Wow what a horrible guide.
Tightening the gear cable while in the highest front gear is very tough and will only hurt your fingers. I recommend putting the front dérailleur into the lowest gear and tightening it that way. This is much easier!
As for your specific problem, in all my experience you can never not get 'rubbing' (if by rubbing you mean the chain running through the dérailleur over hang and brushing it).
However, you will notice that the brushing varies depending on whether the back gears are high or low. Since this varies the angle at which the chain 'points' to the back gears.
So the solution:
Since you will always have brushing (a tiny bit at least), you just seek to minimise it. Put the back gears in the most used gear before tuning the front dérailleur.

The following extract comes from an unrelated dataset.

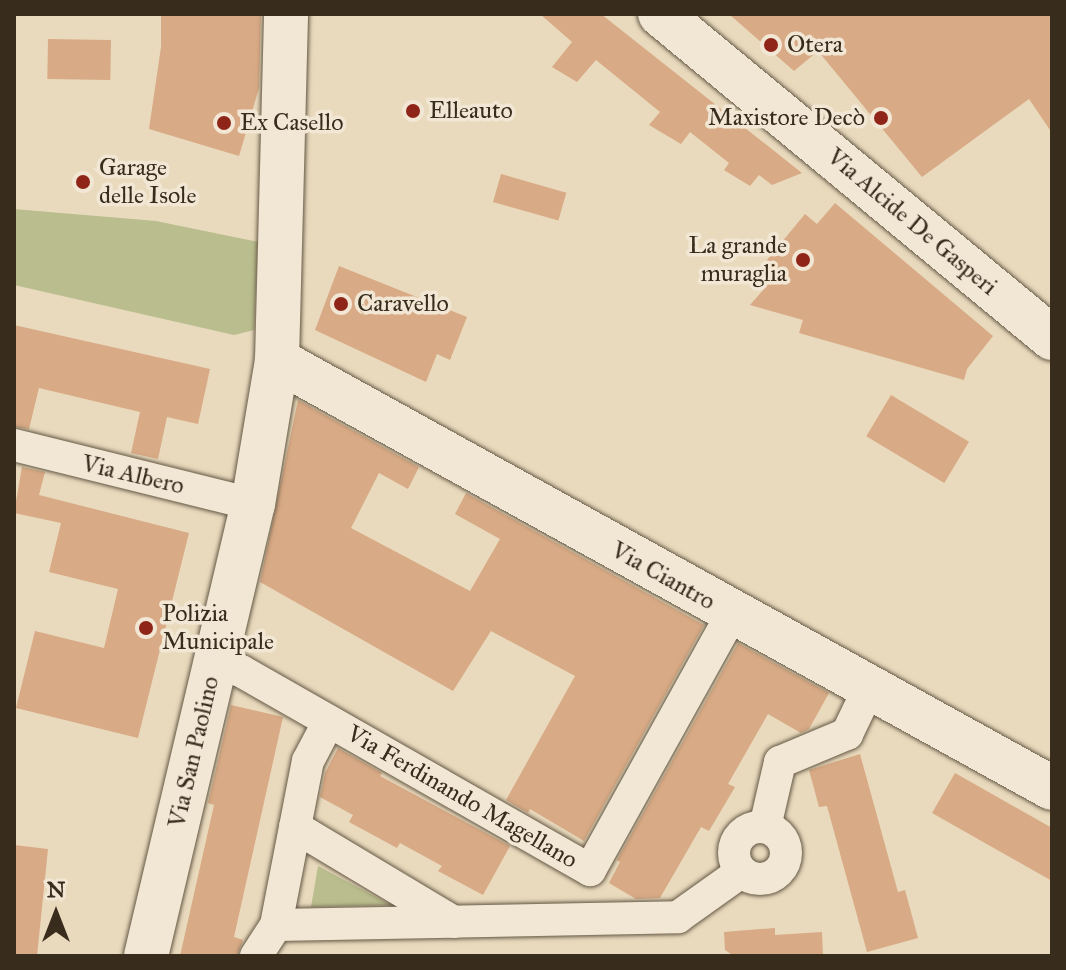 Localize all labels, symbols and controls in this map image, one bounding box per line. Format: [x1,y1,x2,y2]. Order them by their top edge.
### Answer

For example on my touring bike I'm usually in my third highest gear at the back, unless going up hills or firing down them. So I tighten my front dérailleur cable while the back gear is as such, this means I only get front gear rubbing when the back gear is perhaps in the very low gears, thus causing the chain to 'go backwards' at a different angle.
If you want to spend a ridiculous ton of money on a fancy dérailleur you can mitigate this, but there's really no need.
For mountain bikes the most common gear back gear is the lower one. If you're not sure which you've used most, clean the cassette of a bike you've used well, and look at the wear on each cog.